Sudden cardiac death (SCD) is a major public health problem that accounts for more than half of all cardiovascular deaths. SCD takes the lives of approximately 450,000 people in the United States each year, more than lung cancer, breast cancer, stroke, and AIDS combined. Most cases of SCD are due to ventricular arrhythmias and there is often an element of underlying ischemic heart disease. Ventricular tachycardia (VT) and ventricular fibrillation (VF) are different types of ventricular arrhythmias. VT is an abnormally fast ventricular heart rhythm which is, by itself, typically not fatal. VF is a chaotic ventricular heart rhythm which produces little or no net blood flow from the heart, such that there is little or not net blood flow to the brain and other organs. VF, if not terminated, results in death. Patient groups most at risk of ventricular arrhythmias leading to SCD include those with an acute or chronic myocardial infarction. Accordingly, deaths from SCDs may be lowered by preventing the specific heart rhythm disturbances (ventricular arrhythmias) associated with it.
Different treatment options exist for SCD. The most common treatment includes implantable cardiac defibrillators (ICD) and drug therapy. ICDs have been available in the United States since the mid-1980s and have a well-documented success rate in decreasing the rate of death of patients at high risk for SCD. A major trial conducted by the U.S. National Institutes of Health (the Anti-arrhythmics Versus Implantable Defibrillator or AVID trial) compared therapy with the best available anti-arrhythmic drugs with ICD therapy for patients with spontaneous ventricular tachycardia or ventricular fibrillation. The overall death rate in the ICD patient group was found to be 39% lower than the death rate of patients treated with anti-arrhythmic drugs after only 18 months mean follow-up.
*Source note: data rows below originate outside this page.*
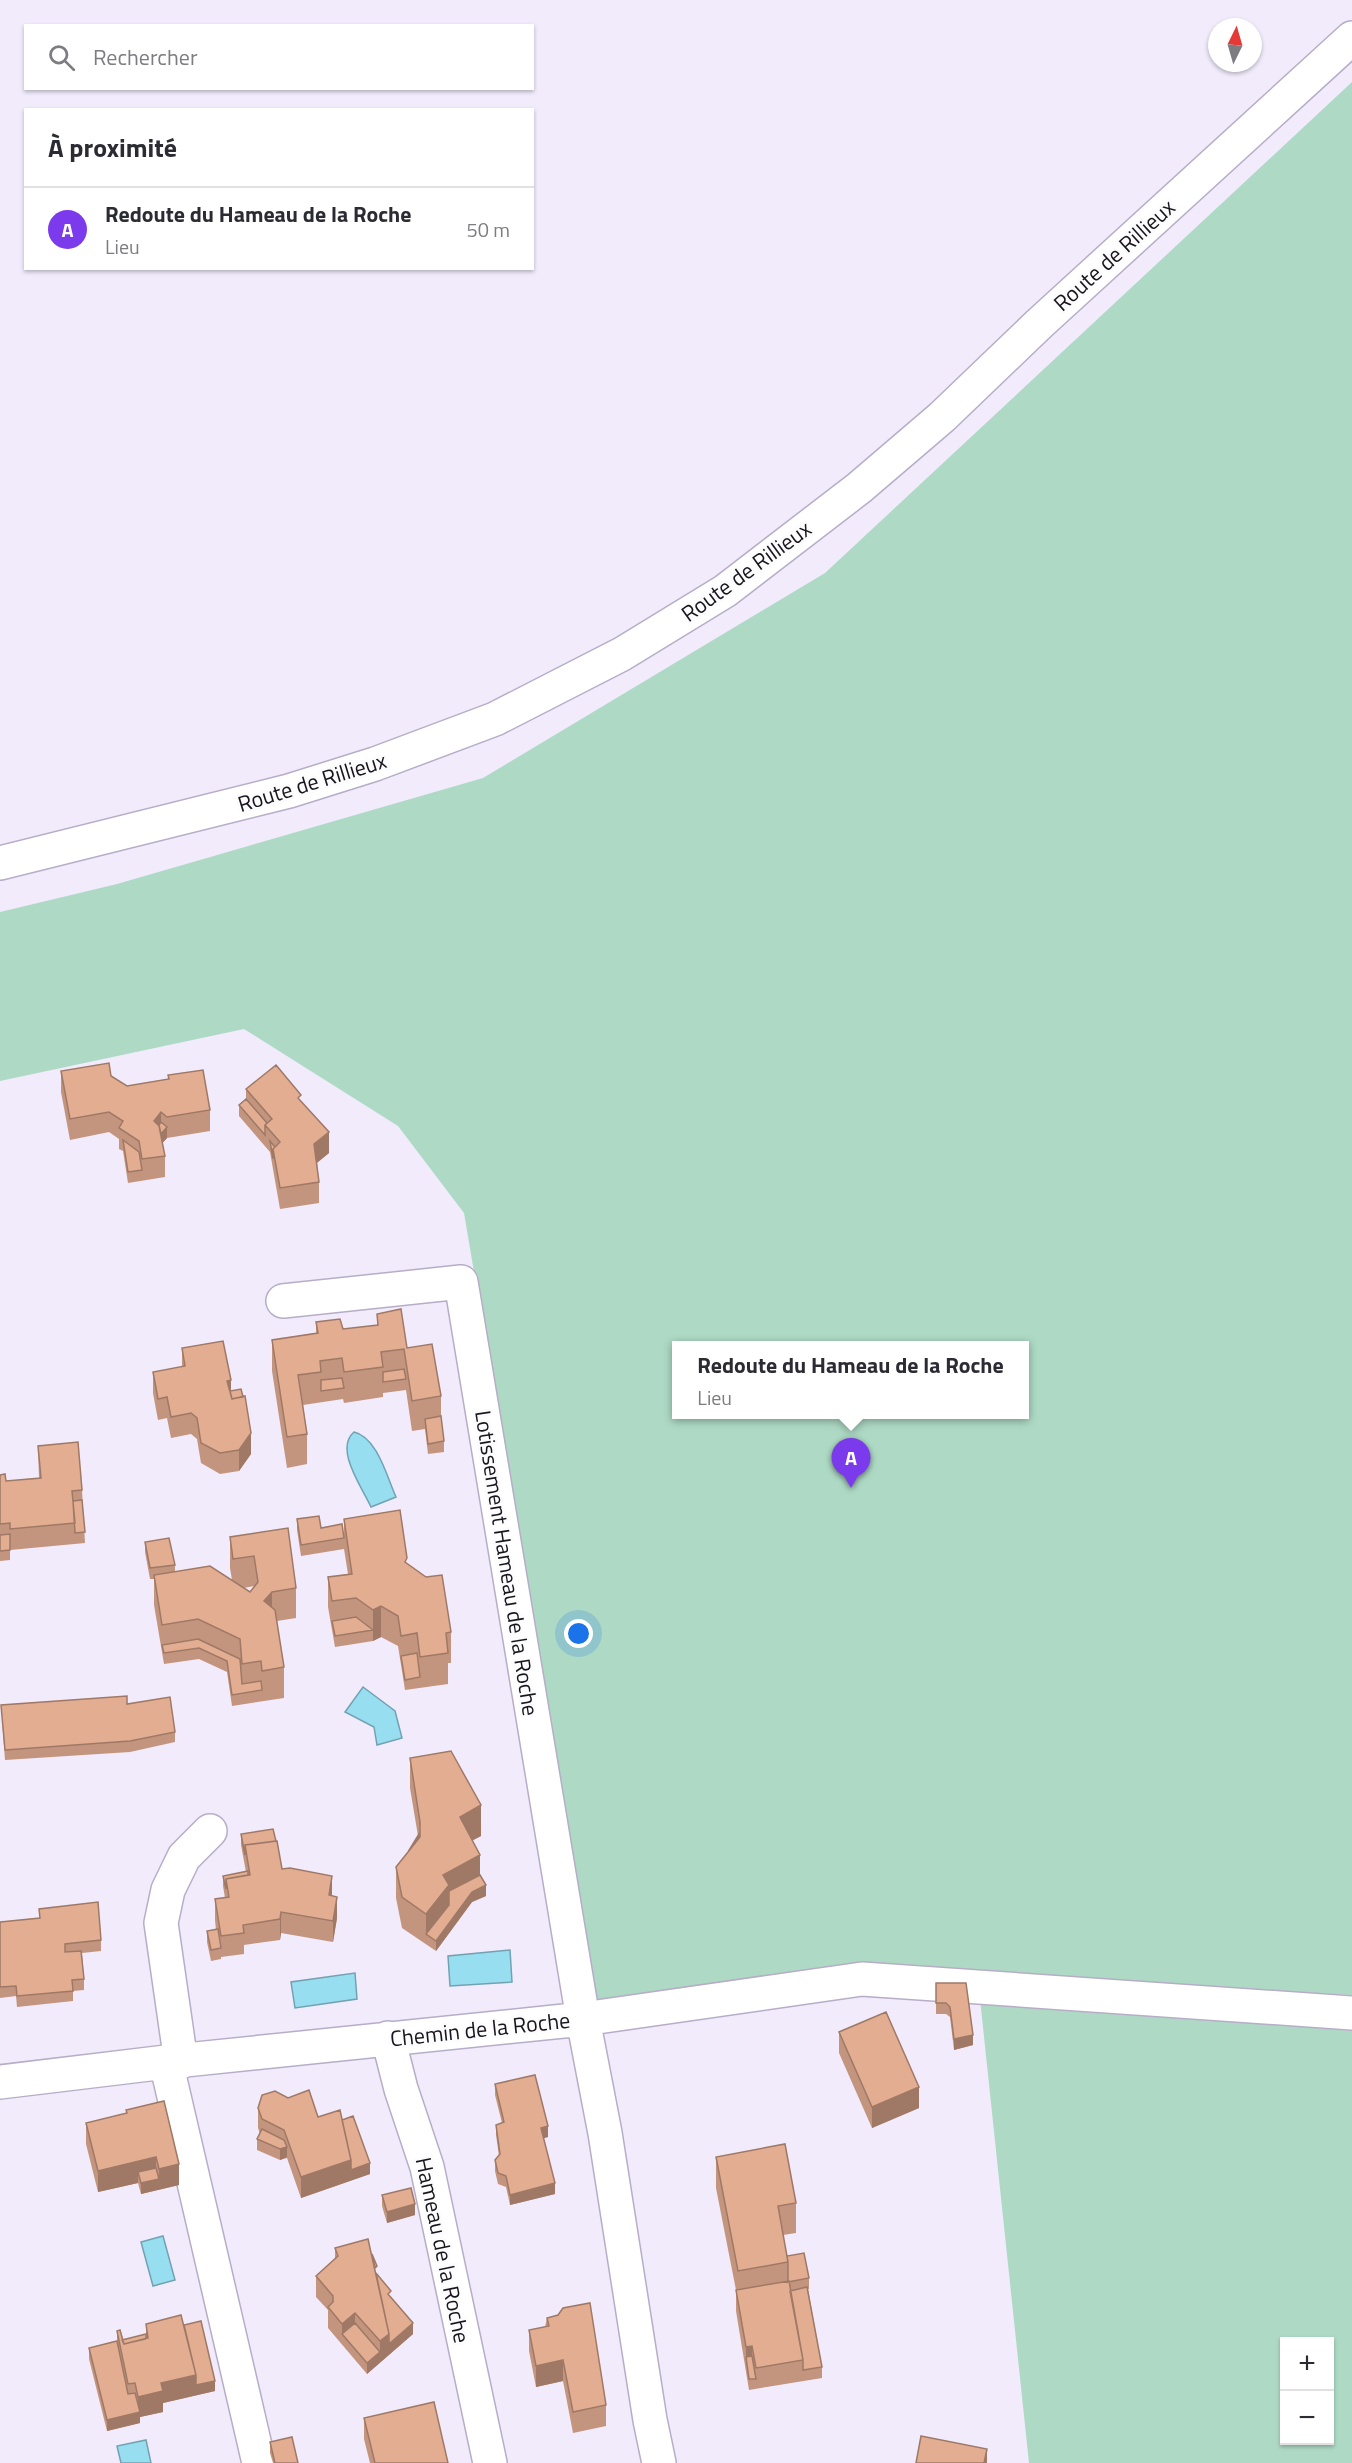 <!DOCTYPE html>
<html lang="fr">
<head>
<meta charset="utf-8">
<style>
  body { margin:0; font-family:"Titillium Web",sans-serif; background:#f7f7f7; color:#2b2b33 }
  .controls { position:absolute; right:18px; bottom:18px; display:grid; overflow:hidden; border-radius:0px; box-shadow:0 2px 4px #0004 }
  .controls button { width:54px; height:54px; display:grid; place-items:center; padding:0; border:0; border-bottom:2px solid #e1e1e2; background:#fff; color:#2b2b33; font:30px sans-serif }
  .compass { position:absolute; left:1208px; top:18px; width:54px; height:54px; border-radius:50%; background:#fff; box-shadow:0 2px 4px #0004; rotate:5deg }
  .you { position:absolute; left:579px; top:1634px; width:21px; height:21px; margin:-15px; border:4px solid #fff; border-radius:50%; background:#1a73e8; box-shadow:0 0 0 9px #1a73e833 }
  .badge { display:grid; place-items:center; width:39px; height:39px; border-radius:50%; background:#7c3aed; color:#fff; font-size:20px; font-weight:700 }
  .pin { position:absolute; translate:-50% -50px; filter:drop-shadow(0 2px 3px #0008) }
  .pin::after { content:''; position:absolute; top:32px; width:21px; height:18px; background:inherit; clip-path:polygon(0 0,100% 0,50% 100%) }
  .popup { position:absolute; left:672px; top:1341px; width:357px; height:78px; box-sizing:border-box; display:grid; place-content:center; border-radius:0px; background:#fff; filter:drop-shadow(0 2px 4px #0005); font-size:20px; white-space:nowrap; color:#7c7c81 }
  .popup b { font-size:22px; color:#2b2b33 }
  .popup::after { content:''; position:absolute; left:50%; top:100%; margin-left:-12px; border:12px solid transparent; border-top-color:#fff }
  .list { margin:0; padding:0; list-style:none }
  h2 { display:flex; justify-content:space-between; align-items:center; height:78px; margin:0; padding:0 24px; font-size:26px }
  h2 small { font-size:20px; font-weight:400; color:#7c7c81 }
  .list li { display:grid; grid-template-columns:39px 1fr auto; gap:18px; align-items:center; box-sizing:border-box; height:84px; padding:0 24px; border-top:2px solid #e1e1e2 }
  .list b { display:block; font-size:22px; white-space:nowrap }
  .list p { margin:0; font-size:20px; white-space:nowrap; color:#7c7c81 }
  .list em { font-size:20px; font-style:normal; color:#7c7c81 }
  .icon { flex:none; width:33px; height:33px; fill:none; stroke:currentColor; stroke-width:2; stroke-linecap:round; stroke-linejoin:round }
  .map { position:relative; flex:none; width:1352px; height:2463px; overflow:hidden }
  .search { position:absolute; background:#fff; box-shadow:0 2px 4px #0004; left:24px; top:24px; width:510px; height:66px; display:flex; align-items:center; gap:15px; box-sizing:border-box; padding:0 21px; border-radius:0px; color:#7c7c81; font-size:22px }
  .panel { position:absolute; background:#fff; box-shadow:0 2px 4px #0004; left:24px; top:108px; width:510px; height:162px; border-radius:0px }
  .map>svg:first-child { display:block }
</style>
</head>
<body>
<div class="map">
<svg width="1352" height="2463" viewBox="0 0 1352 2463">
  <rect width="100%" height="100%" fill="#f1ebfc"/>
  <path fill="#aedac5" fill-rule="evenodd" d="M1352,82V1995L977,1974L598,2002L464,1213L398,1126L244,1029L0,1081V912L117,884L483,778L825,573ZM677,1346H1025V1414H677Z
    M980,1999L1352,2031V2463H1029ZM1284,2342H1330V2440H1284Z"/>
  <path fill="#98def1" stroke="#72a2b2" stroke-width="1.5" d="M354,1432C377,1437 387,1477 396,1497L371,1507C362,1487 334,1449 354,1432Z
    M363,1687L395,1711L402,1738L377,1745L374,1727L345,1712Z
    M510,1950L512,1982L450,1986L448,1956Z
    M355,1973L357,1999L295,2008L291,1982Z
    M163,2236L175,2280L153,2286L141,2242Z
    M146,2440L151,2463H121L117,2446Z"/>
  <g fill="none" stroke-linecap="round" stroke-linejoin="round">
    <g stroke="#b7adc7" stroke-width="36">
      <path id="minor" d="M283,1301L461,1282L583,2019L862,1979L1352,2013
        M388,2038L401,2089L427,2167L490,2463
        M166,2062L259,2463
        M181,2062L161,1923L168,1890L184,1857L210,1831
        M0,2082L166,2062L583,2019L605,2133L650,2420L659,2463"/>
    </g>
    <g stroke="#b7adc7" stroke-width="36">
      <path id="tertiary" d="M0,863L289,791L375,764L495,719L622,654L725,591L859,488L942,417L1039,324L1352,38"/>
    </g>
    <use href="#minor" stroke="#fff" stroke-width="33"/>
    <use href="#tertiary" stroke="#fff" stroke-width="33"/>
  </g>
  <path fill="#c3957e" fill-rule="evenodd" d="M61,1071L111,1076L127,1086L168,1079V1075L210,1110V1131L167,1138L162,1143L165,1156V1177L128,1183L123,1151L119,1149V1139L109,1132L70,1140L61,1092Z
    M246,1089L301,1101L329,1153L317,1163L319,1182V1203L280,1209L270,1152L239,1116V1105L246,1099Z
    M377,1314L407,1348L441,1396V1416L444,1441V1452L428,1454L425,1429L412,1431L406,1390L383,1393V1397L344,1403L343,1399L303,1405L307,1434V1464L287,1468L272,1371V1340L316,1333V1322L343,1329L377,1325Z
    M182,1348L231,1391L251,1454L239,1471L220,1474L201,1463L197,1439L191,1434L171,1438L167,1418L158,1420L153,1393V1372L182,1367Z
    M38,1446L82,1490L85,1543L10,1550V1560L0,1561V1475L6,1481L39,1478Z
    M297,1519L321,1528L344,1538V1519L407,1564L451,1632V1663H448V1684L405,1690L398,1646L381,1637L373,1641L335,1647L328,1607V1577L348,1574L344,1549L301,1556L297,1530Z
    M230,1537L296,1588V1618L277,1621L284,1667V1698L232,1706L227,1672L199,1659L164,1664L154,1605V1579H150L145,1552V1542L175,1565V1571L232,1580L230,1568ZM254,1586L250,1592L244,1588Z
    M127,1704L175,1732V1742L130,1752L5,1760L1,1705Z
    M410,1758L481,1836L473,1840L480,1875L486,1896L472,1902L436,1951L402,1928L396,1898V1867L408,1852L418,1836L410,1788Z
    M241,1834L282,1869L332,1896L337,1918L333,1942L281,1933L280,1940L244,1945V1954L221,1957V1959L211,1961L207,1942V1931L216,1930L215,1920V1899L225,1898L223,1886V1876L246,1872L241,1845Z
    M39,1909L101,1940V1951L82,1953L84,1979V1990L73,1991V2001L17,2007L16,1996L0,1998V1922L39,1918Z
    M936,1983L973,2045L954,2050L950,2017L946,2014H936Z
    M839,2032L919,2108L872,2128L839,2053Z
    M495,2084L548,2137L543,2138L555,2194L510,2205L506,2187L498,2184L495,2171V2160L499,2156L496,2135V2125L502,2123L495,2095Z
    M258,2108L318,2117L342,2120L370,2174L301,2198L287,2158L280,2160L257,2150V2139L260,2134L258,2128Z
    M126,2110L179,2185L141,2194L138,2183L98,2192L86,2144V2123L126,2114Z
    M716,2157L796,2203V2233L783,2235L787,2256L809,2278V2289H808L822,2367V2378L749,2390L736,2311V2290L716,2188Z
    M382,2195L415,2215L387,2223L382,2206Z
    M335,2248L377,2275L413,2334L367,2374L328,2328V2310L316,2297V2276L335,2259Z
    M547,2318L606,2405V2426L573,2433L563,2381L536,2387L529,2351V2330L545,2327Z
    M146,2324L184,2325L215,2391L163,2403V2412L140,2417V2423L107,2431L89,2359V2348L117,2341V2331L122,2340L146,2334Z
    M364,2418L448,2463H370L364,2439Z
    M270,2442L298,2463H273L270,2453Z"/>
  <path fill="#9f7966" d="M161,1112V1133L154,1121Z
    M167,1127V1138L159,1147V1136Z
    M329,1132V1153L314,1165V1144Z
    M231,1380V1401L227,1381Z
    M251,1433V1454L239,1471V1450Z
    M272,1592V1622L264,1601Z
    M381,1606V1637L373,1641V1610Z
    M481,1805V1836L460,1847V1817Z
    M480,1855V1885L449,1902V1915L426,1934V1914L443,1875Z
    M332,1876V1897L329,1895Z
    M486,1885V1896L472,1902L436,1951V1941L472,1892Z
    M337,1897V1918L333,1942V1921Z
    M281,1912V1933L280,1940V1919Z
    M973,2035V2045L954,2050V2039Z
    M919,2087V2108L872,2128V2107Z
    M548,2126V2137L541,2139V2128Z
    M287,2147V2157L280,2160V2149Z
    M156,2157V2178L138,2172V2183L98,2192V2171Z
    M351,2160L370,2163V2174L301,2198V2177Z
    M179,2164V2185L141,2194V2183L159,2179V2169Z
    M555,2183V2194L510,2205V2195Z
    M415,2204V2215L387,2223V2212Z
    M355,2313V2334H342V2324Z
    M413,2323V2334L367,2374V2363L380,2352V2341L389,2334Z
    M752,2346V2366L746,2357V2347Z
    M563,2360V2381L536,2387V2366Z
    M196,2375L215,2381V2391L163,2403V2412L140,2417V2423L107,2431V2420L138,2413V2397L161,2383Z
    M987,2449V2463H984Z"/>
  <path fill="#e3ad92" stroke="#9f7966" stroke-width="1.5" d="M109,1063L111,1076L127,1086L169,1079L168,1075L203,1070L210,1110L167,1117L161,1112L154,1121L159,1126L165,1156L142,1159L139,1141L119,1128L123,1121L109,1112L70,1119L61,1071Z
    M276,1065L301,1095L298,1098L329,1132L314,1144L319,1182L280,1188L273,1149L280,1142L265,1125L272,1119L246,1089Z
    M246,1099L267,1123L265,1125V1135L239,1105Z
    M161,1122L167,1127L161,1134L159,1125Z
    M123,1140L139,1152L142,1170L128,1172Z
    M270,1141L275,1147L273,1149V1159Z
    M401,1309L407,1348L432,1344L441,1396L412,1401L404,1349L381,1352L383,1367L344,1372L342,1358L320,1361L321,1372L298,1375L307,1434L287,1437L272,1340L318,1333L316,1322L340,1319L343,1329L378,1325L377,1314Z
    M223,1341L231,1380L227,1381L232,1399L245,1396L251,1433L239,1450L220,1453L201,1443L197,1418L191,1413L171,1417L167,1397L158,1399L153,1372L185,1366L182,1348Z
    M404,1369L406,1379L383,1382V1372Z
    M342,1378L344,1388L321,1391V1380Z
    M241,1389L243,1397L232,1399L230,1391Z
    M441,1416L444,1441L428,1444L425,1419Z
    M78,1442L82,1490L72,1491L75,1523L10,1529V1523L0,1524V1475L5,1474L6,1481L41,1478L38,1446Z
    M82,1500L85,1532L75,1533L73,1501Z
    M400,1510L407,1558L405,1562L426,1577L442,1575L451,1632L446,1633L448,1653L420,1657L417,1633L401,1636L398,1616L381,1606L373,1610L356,1598L332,1601L328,1577L352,1574L344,1519Z
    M319,1516L321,1528L342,1524L344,1538L301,1545L297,1519Z
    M288,1528L296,1588L272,1592L264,1601L275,1610L284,1667L262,1671L261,1661L242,1664L240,1639L198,1619L162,1625L154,1575L210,1566L250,1592L258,1582L254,1556L233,1559L230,1537Z
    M10,1534V1550L0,1551V1535Z
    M169,1538L175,1565L150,1568L145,1542Z
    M356,1617L373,1630L335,1636L332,1621Z
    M198,1639L240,1659L242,1684L261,1681L262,1690L232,1695L227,1661L199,1648L164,1653L162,1645Z
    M417,1653L420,1677L405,1680L401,1656Z
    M127,1696V1704L170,1697L175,1732L130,1741L5,1750L1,1705Z
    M451,1751L481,1805L460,1817L480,1855L443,1875L449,1885L426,1914L402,1897L396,1867L420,1837V1822L410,1758Z
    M273,1829L276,1841L245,1845V1855L241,1834Z
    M419,1834V1837L408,1852Z
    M277,1841L282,1869L290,1868L332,1876L329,1895L337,1897L333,1921L281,1912L280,1919L243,1925L244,1933L221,1936L215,1899L229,1897L226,1879L250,1875L245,1845Z
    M248,1871V1875L226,1879V1889L223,1876Z
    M480,1875L486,1885L472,1892L436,1941L426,1934L449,1905V1891Z
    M98,1902L101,1940L65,1944V1952L81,1951L84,1979L72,1980L73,1991L17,1996L16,1986L0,1987V1922L40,1918L39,1909Z
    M218,1929L221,1948L211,1950L207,1931Z
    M936,1983H966L973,2035L954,2039L950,2007L946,2003H936Z
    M886,2012L919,2087L872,2107L839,2032Z
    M535,2075L548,2126L541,2128L555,2183L510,2195L506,2176L498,2173L495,2160L500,2154L496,2125L504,2122L495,2084Z
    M309,2090L318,2117L340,2110L351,2160L301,2177L284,2130L262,2119L258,2108L262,2095L275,2091L288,2098Z
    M164,2101L179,2164L159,2169L156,2157L98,2171L86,2123L127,2113L126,2110Z
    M353,2116L370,2163L351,2170V2160L342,2120Z
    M262,2129L284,2140L287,2147L280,2149L257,2139Z
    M785,2144L796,2203L778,2206L788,2262L738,2271L716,2157Z
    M156,2168L159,2179L141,2183L138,2172Z
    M411,2188L415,2204L387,2212L382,2195Z
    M368,2239L389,2334L380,2341L355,2313L342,2324L328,2307L333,2302V2296L316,2276L338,2256L335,2248Z
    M804,2253L809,2278L788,2282V2262L787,2256Z
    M372,2254L377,2266L375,2268Z
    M376,2273L391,2291L388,2294L413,2323L389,2344V2334Z
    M789,2281L803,2360L756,2368L752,2346L746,2347L736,2290Z
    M807,2287L822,2367L803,2370V2360L790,2291Z
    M590,2303L606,2405L573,2412L563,2360L536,2366L529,2330L549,2326L547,2318L558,2315L563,2308Z
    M181,2315L196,2375L161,2383L163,2391L138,2397L135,2383L128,2384L117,2331L120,2330L124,2344L148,2338L146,2324Z
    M201,2321L215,2381L196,2385V2375L184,2325Z
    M355,2323L380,2352L367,2363L342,2334Z
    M146,2334V2339L124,2344L122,2340Z
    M117,2341L128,2394L135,2393L140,2412L107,2420L89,2348Z
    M752,2356L756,2379H749L746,2357Z
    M434,2402L448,2463H375L364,2418Z
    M921,2436L987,2449L984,2463H916Z
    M292,2437L298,2463H275L270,2442Z"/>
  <g text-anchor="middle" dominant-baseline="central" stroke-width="6" stroke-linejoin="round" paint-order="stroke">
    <g font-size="22" fill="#18151e" stroke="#fcfcfc">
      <text transform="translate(1114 255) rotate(-42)">Route de Rillieux</text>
      <text transform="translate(746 571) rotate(-36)">Route de Rillieux</text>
      <text transform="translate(312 782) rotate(-17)">Route de Rillieux</text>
      <text transform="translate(507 1563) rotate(81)">Lotissement Hameau de la Roche</text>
      <text transform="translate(480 2029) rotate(-6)">Chemin de la Roche</text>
      <text transform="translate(443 2250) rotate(78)">Hameau de la Roche</text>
    </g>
  </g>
</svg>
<div class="controls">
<button>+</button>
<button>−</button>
</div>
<svg class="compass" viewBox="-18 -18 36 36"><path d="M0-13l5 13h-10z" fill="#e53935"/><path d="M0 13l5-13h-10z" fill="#7c7c81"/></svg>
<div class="you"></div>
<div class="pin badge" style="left:851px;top:1488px">A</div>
<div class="popup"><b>Redoute du Hameau de la Roche</b>Lieu</div>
<div class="search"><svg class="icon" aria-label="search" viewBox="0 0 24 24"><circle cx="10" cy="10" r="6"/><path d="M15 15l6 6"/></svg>Rechercher</div>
<section class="panel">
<h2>À proximité<small></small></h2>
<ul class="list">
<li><span class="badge">A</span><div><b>Redoute du Hameau de la Roche</b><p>Lieu</p></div><em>50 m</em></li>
</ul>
</section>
</div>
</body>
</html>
An ICD has two basic components: the ICD generator and the lead system for pacing and shock delivery to which it is connected. An ICD generator contains sensing circuits, memory storage, capacitors, voltage enhancers, a telemetry module, and a control microprocessor. Advances in miniaturization and complexity in all of these components have permitted a tremendous reduction in size of the generator itself despite increased functionality, such as added programming options, anti-tachycardia pacing, single- and dual-chamber rate-responsive pacing for bradycardia, biphasic defibrillation waveforms, enhanced arrhythmia detection features, and innovations in lead systems.
Current ICD technology, however, provides for the detection and recognition of an arrhythmia based on the sensed heart rate once it has already started. This leaves very little time to protect the individual from death resulting from SCD. Although there have been several attempts at developing new technology for predicting the onset of a cardiac arrhythmia, many of these methods and systems appear to rely primarily on events occurring within the heart, such as sensed heart rate and electrocardiography (ECG). For example, U.S. Pat. No. 6,308,094 discloses a method and device for predicting cardiac arrhythmias by gathering and processing electrocardiographic data, such as intervals between heart beats (RR-series) or other heart signals, to predict the occurrence of a cardiac arrhythmia. U.S. Pat. No. 6,516,219 discloses a method and apparatus for forecasting arrhythmia based on real-time intact intracardiac electrograms.